HHS’s Substance Abuse and Mental Health Services Administration (“SAMHSA”) proposed updated rules to clarify the scope of perceived barriers to sharing information regarding treatment for substance use disorders (SUDs) among providers, with research entities, and for law enforcement purposes. The proposed changes to the 42 C.F.R. Part 2 (“Part 2”) regulations appear in two Notices of Proposed Rulemaking (“NPRMs”), which are also summarized in a Fact Sheet. These proposals are part of HHS’s Regulatory Sprint to Coordinated Care, an agency-wide effort to remove regulatory obstacles to care coordination and information-sharing. HHS is anticipated to release proposed rules on HIPAA, the Physician Self-Referral Law and Anti-Kickback Statute by the end of 2019 as part of this effort as well.
The proposed Part 2 updates could have significant impacts on how health care providers, researchers, and health technology companies protect and share SUD information with each other, so interested parties should submit comments on the NPRMs before the deadlines, and prepare to submit comments in response to HHS’s other Regulatory Sprint to Coordinated Care efforts in the coming months.
Background
The Part 2 regulations were initially intended to protect access to patient records for the treatment of SUDs by “federally assisted alcohol or drug abuse programs” (“Part 2 programs”). These regulations were initially promulgated decades before the passage of HIPAA and before electronic health records were available.
Part 2 programs can be entities, identified units within a larger medical facility, or even specific medical personnel or other staff within a medical facility whose primary function is the provision of SUD diagnosis, treatment, or referral for treatment. These regulations impact both Part 2 programs and non-Part 2 entities that need to coordinate care and share information with Part 2 programs.
Highlights from the Proposed Rules
First, SAMHSA’s longer NPRM (“Records NPRM”) proposes numerous changes to Part 2’s regulations that are intended to better facilitate care coordination for individuals with SUD conditions, especially for practitioners and provider entities that are not Part 2 programs. These proposed changes are meant to address outstanding concerns regarding issues such as:
- How providers and entities not subject to Part 2’s requirements can generate, maintain, and re-disclose their own records about a patient’s SUD without being subject to Part 2’s restrictions regarding patient consent.

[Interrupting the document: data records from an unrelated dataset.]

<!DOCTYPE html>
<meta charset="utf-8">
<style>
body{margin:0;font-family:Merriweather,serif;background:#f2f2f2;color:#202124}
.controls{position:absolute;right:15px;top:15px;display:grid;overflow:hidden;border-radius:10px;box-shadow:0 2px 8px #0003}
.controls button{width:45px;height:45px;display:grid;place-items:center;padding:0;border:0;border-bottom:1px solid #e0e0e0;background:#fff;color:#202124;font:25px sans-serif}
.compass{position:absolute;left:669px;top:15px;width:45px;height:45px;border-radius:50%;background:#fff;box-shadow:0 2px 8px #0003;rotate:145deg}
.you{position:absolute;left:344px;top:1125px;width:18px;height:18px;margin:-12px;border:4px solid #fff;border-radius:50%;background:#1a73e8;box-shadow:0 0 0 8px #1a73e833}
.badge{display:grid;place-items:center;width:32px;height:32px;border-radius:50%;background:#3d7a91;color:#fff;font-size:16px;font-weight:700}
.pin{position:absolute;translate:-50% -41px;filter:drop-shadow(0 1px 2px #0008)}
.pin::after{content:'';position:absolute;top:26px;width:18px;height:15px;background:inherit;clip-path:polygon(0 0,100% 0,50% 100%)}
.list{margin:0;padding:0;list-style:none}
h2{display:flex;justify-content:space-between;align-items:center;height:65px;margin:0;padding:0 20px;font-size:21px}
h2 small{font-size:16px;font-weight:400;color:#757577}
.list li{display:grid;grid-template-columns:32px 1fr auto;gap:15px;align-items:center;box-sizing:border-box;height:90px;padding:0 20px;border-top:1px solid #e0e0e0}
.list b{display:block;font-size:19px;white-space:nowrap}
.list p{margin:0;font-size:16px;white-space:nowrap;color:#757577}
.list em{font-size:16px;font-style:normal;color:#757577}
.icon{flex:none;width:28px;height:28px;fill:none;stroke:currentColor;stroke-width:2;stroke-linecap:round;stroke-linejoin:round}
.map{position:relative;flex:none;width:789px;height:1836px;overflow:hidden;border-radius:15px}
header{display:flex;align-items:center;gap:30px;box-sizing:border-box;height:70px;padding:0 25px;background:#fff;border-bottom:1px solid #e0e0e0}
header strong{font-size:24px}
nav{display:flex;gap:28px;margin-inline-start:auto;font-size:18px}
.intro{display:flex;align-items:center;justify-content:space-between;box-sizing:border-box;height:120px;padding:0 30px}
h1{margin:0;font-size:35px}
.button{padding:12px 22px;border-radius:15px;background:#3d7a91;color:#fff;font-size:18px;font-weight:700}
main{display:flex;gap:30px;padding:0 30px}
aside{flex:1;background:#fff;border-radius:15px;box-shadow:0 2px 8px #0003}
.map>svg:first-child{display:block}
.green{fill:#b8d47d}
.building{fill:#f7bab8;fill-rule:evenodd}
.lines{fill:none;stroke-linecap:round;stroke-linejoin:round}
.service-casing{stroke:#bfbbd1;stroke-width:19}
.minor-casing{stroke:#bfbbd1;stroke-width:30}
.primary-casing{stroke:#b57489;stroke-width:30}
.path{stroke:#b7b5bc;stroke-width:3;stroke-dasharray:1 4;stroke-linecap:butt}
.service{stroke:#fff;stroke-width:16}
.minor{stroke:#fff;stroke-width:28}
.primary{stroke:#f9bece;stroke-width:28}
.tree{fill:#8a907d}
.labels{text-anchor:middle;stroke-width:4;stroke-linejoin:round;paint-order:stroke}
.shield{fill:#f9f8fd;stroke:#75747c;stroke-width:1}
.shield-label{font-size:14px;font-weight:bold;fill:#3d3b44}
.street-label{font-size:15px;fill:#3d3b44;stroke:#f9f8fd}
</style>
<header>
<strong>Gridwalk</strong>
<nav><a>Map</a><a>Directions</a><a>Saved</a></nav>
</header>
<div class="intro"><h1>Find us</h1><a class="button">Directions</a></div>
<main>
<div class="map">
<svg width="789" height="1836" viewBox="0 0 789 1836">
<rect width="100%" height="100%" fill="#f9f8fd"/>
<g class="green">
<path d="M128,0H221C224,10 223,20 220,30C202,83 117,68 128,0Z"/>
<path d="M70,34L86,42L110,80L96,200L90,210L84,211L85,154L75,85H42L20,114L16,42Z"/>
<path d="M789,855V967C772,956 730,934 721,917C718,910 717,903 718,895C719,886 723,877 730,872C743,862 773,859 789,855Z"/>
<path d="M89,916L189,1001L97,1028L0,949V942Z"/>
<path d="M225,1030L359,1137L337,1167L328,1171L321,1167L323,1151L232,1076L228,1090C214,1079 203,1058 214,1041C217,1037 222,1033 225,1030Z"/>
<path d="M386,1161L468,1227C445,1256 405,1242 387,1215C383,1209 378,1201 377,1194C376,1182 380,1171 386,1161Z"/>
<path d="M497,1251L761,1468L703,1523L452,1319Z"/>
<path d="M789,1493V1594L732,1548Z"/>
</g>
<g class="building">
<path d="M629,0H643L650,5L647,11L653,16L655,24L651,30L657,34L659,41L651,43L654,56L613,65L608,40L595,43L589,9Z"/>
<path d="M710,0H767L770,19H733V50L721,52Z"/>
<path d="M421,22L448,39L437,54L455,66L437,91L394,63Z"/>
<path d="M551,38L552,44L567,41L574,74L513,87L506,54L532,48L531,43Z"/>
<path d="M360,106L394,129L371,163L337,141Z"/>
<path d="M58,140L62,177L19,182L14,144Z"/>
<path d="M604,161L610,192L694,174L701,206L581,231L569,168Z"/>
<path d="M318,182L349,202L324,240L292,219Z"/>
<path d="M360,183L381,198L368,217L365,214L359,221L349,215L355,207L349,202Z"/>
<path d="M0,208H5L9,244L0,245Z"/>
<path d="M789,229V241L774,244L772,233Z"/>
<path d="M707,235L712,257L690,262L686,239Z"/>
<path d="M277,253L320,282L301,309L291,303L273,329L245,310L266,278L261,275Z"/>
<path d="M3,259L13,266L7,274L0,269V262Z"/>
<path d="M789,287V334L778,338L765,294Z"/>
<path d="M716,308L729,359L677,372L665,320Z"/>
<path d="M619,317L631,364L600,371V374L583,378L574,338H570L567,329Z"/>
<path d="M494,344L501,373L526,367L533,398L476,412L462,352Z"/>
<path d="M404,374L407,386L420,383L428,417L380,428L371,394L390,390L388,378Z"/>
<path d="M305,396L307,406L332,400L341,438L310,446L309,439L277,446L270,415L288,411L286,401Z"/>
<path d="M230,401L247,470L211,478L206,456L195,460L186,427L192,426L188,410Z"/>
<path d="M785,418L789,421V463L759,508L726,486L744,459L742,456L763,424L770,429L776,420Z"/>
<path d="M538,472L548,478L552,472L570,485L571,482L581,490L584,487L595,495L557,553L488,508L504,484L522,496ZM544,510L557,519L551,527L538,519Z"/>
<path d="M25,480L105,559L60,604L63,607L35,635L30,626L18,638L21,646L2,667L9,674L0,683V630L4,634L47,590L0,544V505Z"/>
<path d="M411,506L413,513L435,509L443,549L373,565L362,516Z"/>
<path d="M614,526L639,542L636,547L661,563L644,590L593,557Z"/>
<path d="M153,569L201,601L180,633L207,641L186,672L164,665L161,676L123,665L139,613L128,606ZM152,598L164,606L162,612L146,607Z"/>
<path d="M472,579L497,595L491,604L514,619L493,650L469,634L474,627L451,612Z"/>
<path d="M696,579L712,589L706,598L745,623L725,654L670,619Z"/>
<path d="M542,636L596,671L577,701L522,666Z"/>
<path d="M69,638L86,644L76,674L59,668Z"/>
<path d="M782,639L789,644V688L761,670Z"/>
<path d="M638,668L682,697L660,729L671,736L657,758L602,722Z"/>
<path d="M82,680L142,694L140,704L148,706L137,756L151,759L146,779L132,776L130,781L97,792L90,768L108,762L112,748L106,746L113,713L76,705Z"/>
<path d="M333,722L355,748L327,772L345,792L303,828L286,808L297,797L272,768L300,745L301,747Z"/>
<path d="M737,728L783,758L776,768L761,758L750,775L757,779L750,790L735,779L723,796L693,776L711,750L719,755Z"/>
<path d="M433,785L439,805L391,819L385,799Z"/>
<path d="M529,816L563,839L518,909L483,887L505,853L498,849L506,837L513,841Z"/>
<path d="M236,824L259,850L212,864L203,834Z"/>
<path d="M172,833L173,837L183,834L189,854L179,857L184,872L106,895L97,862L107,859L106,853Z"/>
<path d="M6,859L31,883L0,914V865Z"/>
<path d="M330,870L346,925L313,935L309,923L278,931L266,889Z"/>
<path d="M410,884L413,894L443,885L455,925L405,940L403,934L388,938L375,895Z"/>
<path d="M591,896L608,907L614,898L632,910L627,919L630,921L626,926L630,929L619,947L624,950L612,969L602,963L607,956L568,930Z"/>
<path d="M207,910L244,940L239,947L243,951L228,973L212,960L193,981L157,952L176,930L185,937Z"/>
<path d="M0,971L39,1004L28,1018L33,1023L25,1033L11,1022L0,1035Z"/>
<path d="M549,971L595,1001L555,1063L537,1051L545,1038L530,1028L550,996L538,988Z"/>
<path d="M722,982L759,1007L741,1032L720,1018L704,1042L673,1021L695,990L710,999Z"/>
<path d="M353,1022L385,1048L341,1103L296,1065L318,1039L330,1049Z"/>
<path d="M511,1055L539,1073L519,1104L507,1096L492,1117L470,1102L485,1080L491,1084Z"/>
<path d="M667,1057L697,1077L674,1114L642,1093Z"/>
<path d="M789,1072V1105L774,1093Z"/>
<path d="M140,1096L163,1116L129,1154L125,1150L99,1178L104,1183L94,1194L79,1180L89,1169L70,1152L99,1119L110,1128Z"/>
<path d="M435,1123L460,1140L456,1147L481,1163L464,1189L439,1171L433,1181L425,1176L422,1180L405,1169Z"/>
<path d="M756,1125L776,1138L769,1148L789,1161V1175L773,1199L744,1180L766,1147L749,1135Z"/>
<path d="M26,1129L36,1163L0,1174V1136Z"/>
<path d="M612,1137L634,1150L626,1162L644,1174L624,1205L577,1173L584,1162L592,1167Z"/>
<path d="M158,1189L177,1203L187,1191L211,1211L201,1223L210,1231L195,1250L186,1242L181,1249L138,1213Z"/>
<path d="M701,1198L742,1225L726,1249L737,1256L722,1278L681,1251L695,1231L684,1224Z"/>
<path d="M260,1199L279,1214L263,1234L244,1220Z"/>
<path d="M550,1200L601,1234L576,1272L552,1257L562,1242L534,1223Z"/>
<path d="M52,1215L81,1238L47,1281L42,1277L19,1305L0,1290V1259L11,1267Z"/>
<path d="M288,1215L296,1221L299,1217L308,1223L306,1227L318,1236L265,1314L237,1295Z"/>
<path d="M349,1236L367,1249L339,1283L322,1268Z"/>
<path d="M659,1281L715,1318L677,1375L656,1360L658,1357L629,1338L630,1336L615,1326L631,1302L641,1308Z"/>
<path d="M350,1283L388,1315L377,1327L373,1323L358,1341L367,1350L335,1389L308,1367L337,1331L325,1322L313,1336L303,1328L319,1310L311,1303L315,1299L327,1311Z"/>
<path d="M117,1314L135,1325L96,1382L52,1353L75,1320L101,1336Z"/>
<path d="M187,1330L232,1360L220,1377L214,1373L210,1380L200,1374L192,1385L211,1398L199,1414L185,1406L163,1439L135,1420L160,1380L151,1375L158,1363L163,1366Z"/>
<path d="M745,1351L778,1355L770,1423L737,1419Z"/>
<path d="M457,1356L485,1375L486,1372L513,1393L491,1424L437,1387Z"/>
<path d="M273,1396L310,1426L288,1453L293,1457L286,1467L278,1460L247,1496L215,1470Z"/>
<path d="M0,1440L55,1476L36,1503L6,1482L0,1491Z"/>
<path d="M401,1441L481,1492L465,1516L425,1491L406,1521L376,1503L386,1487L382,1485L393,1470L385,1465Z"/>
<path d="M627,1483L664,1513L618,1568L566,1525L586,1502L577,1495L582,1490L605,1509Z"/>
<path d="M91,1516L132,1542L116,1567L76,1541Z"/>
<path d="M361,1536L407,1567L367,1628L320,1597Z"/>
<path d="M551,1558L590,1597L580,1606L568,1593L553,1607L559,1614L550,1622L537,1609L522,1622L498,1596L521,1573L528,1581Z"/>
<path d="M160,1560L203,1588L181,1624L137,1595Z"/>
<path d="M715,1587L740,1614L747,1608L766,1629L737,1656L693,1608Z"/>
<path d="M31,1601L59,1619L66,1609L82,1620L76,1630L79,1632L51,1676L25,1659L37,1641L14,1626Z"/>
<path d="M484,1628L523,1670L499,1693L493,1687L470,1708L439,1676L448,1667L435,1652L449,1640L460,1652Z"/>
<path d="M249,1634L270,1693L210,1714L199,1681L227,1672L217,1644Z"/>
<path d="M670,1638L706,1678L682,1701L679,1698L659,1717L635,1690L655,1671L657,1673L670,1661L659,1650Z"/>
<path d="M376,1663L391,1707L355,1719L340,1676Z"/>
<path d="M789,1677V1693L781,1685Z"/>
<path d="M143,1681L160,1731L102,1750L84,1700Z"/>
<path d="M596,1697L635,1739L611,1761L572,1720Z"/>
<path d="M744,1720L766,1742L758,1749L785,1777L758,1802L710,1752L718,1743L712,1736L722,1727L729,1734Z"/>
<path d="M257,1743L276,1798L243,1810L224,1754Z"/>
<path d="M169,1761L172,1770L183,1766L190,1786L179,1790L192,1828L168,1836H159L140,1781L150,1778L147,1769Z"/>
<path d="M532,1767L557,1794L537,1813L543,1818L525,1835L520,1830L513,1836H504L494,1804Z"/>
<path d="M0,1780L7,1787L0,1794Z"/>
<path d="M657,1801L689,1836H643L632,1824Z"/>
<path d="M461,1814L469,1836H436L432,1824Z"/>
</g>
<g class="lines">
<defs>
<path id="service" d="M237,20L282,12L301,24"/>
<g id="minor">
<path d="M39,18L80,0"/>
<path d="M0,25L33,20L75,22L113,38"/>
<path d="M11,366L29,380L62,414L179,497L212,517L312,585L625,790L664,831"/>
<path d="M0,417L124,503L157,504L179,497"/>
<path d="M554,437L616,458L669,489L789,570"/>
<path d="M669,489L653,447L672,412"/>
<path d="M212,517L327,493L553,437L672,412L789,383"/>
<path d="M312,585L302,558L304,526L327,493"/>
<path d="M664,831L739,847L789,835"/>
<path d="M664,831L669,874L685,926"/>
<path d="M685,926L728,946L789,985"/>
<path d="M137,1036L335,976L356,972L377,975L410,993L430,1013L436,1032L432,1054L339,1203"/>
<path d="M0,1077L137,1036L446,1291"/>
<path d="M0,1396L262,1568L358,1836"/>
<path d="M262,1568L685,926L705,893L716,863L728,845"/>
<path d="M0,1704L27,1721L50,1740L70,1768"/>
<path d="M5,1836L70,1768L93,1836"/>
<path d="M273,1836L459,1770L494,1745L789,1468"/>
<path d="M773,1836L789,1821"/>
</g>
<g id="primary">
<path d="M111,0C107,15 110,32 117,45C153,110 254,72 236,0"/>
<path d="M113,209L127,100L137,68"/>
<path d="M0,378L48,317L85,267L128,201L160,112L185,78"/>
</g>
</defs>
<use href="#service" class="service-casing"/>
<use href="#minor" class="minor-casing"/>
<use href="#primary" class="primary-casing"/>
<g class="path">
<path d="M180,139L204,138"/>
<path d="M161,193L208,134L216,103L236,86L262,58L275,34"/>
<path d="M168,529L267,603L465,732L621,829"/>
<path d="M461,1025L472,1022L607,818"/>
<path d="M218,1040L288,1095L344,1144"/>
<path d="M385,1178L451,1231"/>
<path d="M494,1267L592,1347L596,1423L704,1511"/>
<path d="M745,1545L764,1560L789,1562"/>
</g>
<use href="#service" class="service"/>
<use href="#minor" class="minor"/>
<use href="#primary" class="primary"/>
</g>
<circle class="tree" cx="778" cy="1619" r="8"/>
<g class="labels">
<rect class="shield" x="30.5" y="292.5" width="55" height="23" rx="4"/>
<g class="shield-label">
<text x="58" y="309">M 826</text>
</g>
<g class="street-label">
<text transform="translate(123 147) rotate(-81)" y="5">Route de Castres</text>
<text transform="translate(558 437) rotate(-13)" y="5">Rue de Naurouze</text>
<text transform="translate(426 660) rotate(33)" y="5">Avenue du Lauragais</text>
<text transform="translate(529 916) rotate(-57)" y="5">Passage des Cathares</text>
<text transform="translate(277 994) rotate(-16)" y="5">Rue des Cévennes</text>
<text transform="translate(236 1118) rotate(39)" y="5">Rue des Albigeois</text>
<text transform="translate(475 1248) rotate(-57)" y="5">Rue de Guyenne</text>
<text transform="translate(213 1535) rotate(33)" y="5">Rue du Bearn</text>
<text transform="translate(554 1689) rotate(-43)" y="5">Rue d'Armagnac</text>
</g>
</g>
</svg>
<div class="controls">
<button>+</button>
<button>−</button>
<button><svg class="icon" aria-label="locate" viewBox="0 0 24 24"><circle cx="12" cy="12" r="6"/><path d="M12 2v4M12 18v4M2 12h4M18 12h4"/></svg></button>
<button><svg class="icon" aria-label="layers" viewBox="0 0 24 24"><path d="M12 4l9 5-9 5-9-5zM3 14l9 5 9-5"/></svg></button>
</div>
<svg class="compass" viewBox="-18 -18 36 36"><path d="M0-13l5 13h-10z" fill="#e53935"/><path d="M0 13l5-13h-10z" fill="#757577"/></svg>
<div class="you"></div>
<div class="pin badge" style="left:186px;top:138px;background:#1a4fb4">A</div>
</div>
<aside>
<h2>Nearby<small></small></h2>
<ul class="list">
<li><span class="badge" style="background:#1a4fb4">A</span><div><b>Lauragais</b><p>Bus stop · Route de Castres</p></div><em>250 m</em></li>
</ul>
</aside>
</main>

- How patients may consent to disclosures of information subject to Part 2 to organizations without a treating provider relationship (e.g., for Social Security benefits or halfway house programs).
- The scope of permissible activities encompassing payment and health care operations for which Part 2 information may be re-disclosed.
- The ability of providers, pharmacies, and opioid treatment programs to access prescription drug monitoring program databases and central registries.
- How Part 2 data that has not been de-identified may be disclosed and used for research purposes and for audit and evaluation purposes.
Non-Part 2 entities still must consider how HIPAA and the Common Rule may restrict uses and disclosures of SUD information from patients. However, the Records NPRM provides some relief from the additional burden that the Part 2 regulations often impose with respect to SUD records. Of note, SAMHSA considered, then declined to adopt a formal definition of segmentation that could apply to maintaining information subject to Part 2 apart from those generated by non-Part 2 entities, because that “might have unforeseen technical ramifications for [electronic health records] and [health information exchange] systems implementation in the future.” These provisions may be important for any technology vendor that supports Part 2 programs or non-Part 2 entities that frequently coordinate care with Part 2 programs.
SAMHSA’s shorter NPRM (“Communications NPRM”) focuses on clarifying that a court may authorize disclosure of confidential communications made by a patient to a Part 2 program when the disclosure is necessary in connection with investigation or prosecution of an extremely serious crime, even if the extremely serious crime was not allegedly committed by the patient.” This clarification, achieved by reverting the language in 42 C.F.R. § 2.63(a)(2) back to what was in the 1987 regulation, is directly in response to the current opioid-related public health emergency. SAMSHA believes that this change allows “the prompt investigation and prosecution, if warranted, of opioid-related crimes allegedly committed by individuals other than patients.”
Both NPRMs are anticipated to be published in the Federal Register on Monday, August 26th. Parties that handle information subject to Part 2 and seek additional clarification on the regulations’ restrictions on the sharing of SUD information should prepare to submit comments to SAMHSA on the Communications NPRM by September 25th, and to submit comments to the Records NPRM by October 25th.